Il est vrai que le coloscanner pourrait être un bon candidat dans ce contexte car, dans la littérature, son taux de détection des cancers est de pratiquement 100 % et celui des adénomes significatifs proche de 90 %. Les risques sont réduits si l'on utilise une faible dose de rayons X et une insufflation au CO2 avec un contrôle permanent de la pression. Mais plusieurs limites font que cette attitude n'est pas encore à l'ordre du jour. Économiquement, ce n'est pas si impossible. En effet, si l'on compare globalement deux attitudes, l'une axée sur la réalisation systématique d'un scanner tous les cinq à dix ans, selon le niveau de risque suivi d'une coloscopie, uniquement en cas de découverte d'une lésion de plus de 10 mm versus l'attitude actuelle fondée sur la coloscopie première pour les sujets à risque et un Hemoccult biannuel pour les autres, on doit certainement obtenir une performance nettement supérieure avec le scanner pour un coût similaire. Mais d'autres considérations doivent être prises en compte comme les risques induits (irradiation, perforations…), les conséquences positives ou négatives de la détection de lésions extracoliques ou encore la prise d'un arrêt de travail d'une journée pour passer l'examen.
En fait, le problème majeur est qu'un dépistage de masse, par exemple la réalisation de 3 scanners entre 50 et 75 ans, représenterait 1,5 million d'examens par an, soit plusieurs centaines de machines dédiées et l'on ne parle pas du nombre de radiologues qui serait nécessaire, à une période ou la démographie médicale et particulièrement celle des radiologues est inquiétante. Bien sûr, des centres spécialisés avec une prélecture par un technicien entraîné aidé par une détection automatisée par CAD pourraient limiter les besoins d'encadrement médical, mais pas les supprimer. Avant tout, il faudra quantifier l'influence d'une telle politique sur la mortalité liée au CCR et, ainsi, préciser le coût d'une année de vie gagnée. Pour toutes ces raisons, il est donc peu probable qu'une politique de masse qui s'appuie sur un coloscanner systématique voit le jour à courte échéance.
Politique de dépistage pour les risques élevés.
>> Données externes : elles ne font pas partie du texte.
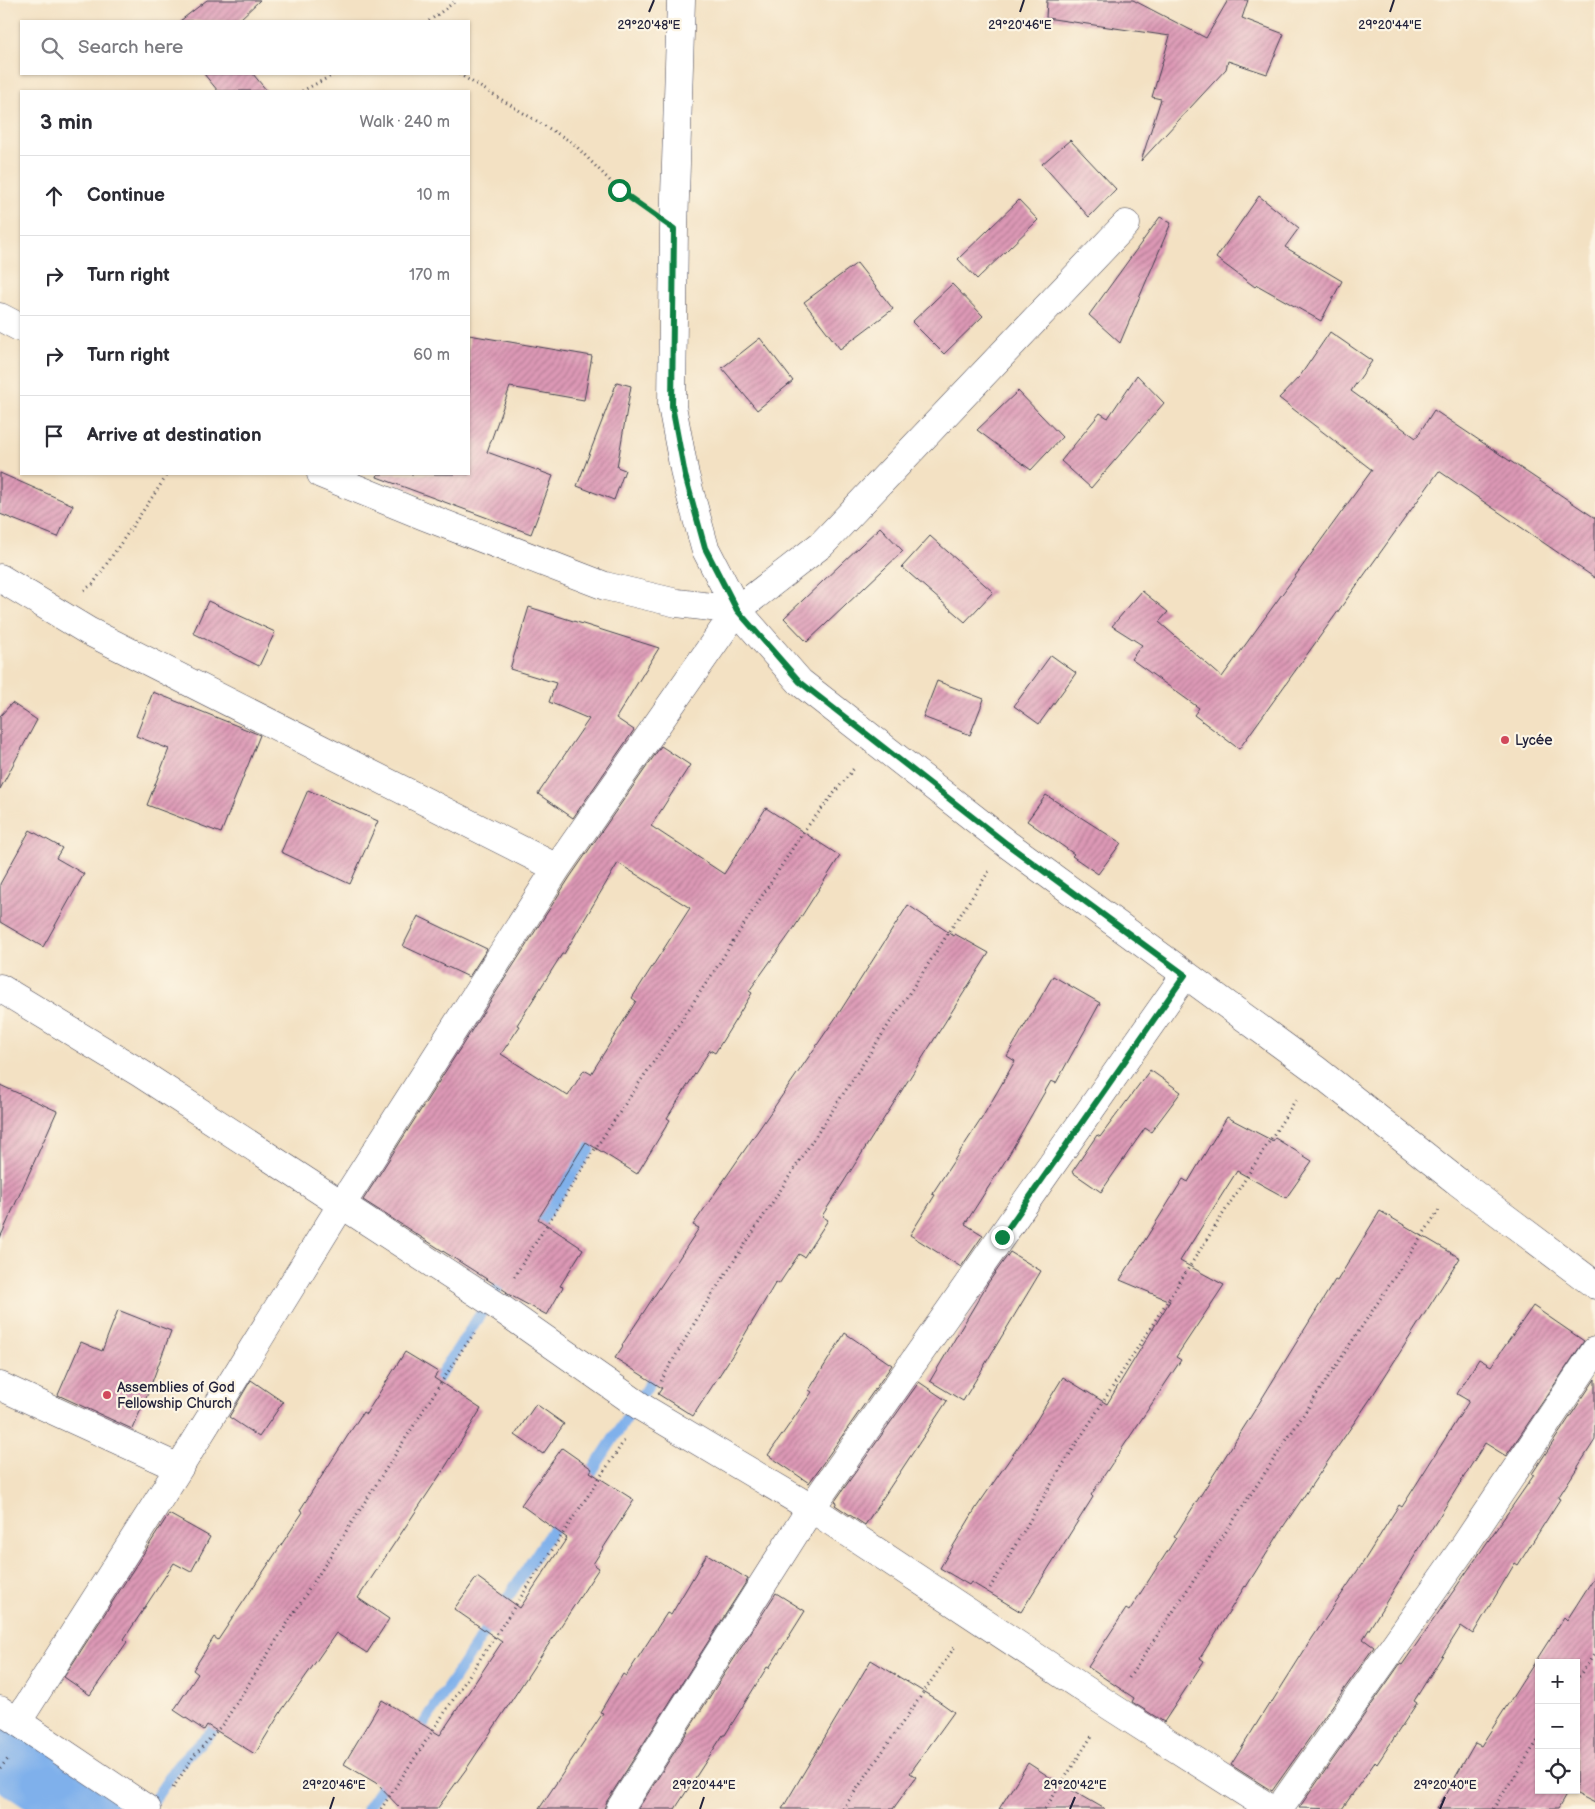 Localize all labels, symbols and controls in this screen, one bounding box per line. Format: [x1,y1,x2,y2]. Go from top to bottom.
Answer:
text: 29°20'48"E [617,18,681,33]
text: 29°20'46"E [988,18,1052,33]
text: 29°20'44"E [1358,18,1422,33]
search box [20,20,470,75]
icon: search [38,34,66,62]
text: Search here [78,36,183,59]
text: 3 min [40,110,93,135]
text: Walk · 240 m [360,113,450,132]
route start [608,179,631,202]
icon: ahead [40,182,68,210]
text: Continue [87,184,165,207]
text: 10 m [417,186,450,205]
icon: right [40,262,68,290]
text: Turn right [87,264,170,287]
text: 170 m [409,266,450,285]
icon: right [40,342,68,370]
text: Turn right [87,344,170,367]
text: 60 m [413,346,450,365]
icon: arrive [40,422,68,450]
text: Arrive at destination [87,424,262,447]
place label: Lycée [1515,732,1553,749]
marker: Lycée [1499,734,1511,746]
route end [991,1226,1014,1249]
place label: Assemblies of God Fellowship Church [117,1379,235,1412]
marker: Assemblies of God Fellowship Church [101,1389,113,1401]
map controls [1535,1659,1580,1794]
button: + [1535,1659,1580,1704]
button: − [1535,1704,1580,1749]
button: locate [1535,1749,1580,1794]
text: 29°20'46"E [302,1778,366,1793]
text: 29°20'44"E [672,1778,736,1793]
text: 29°20'42"E [1043,1778,1107,1793]
text: 29°20'40"E [1413,1778,1477,1793]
Pour les patients à risque élevé, le problème est différent car la population est plus limitée. Il est alors logique de détecter non seulement les cancers, mais aussi les lésions préexistantes et les traiter. Jusqu'à présent, cela reposait uniquement sur la réalisation d'une coloscopie optique, soit environ 500 000 coloscopies par an pour cette indication (40 % de l'ensemble des coloscopies réalisées). En cas d'examen incomplet ou de contre-indications (essentiellement liées à l'anesthésie), il est recommandé de recourir au coloscanner avec coloscopie virtuelle. Depuis peu, ce dernier vient perturber ce contexte car ses performances, en des mains entraînées, s'approchent de celle de la coloscopie optique, soit 90 % de détection des lésions de 8 mm ou plus, mais avec un coût moindre et un risque réduit. Il faut évidemment ensuite programmer une coloscopie pour résection en cas de lésion de 8 mm ou plus, mais les études ont montré que cela pouvait réduire de 90 % les indications de la coloscopie.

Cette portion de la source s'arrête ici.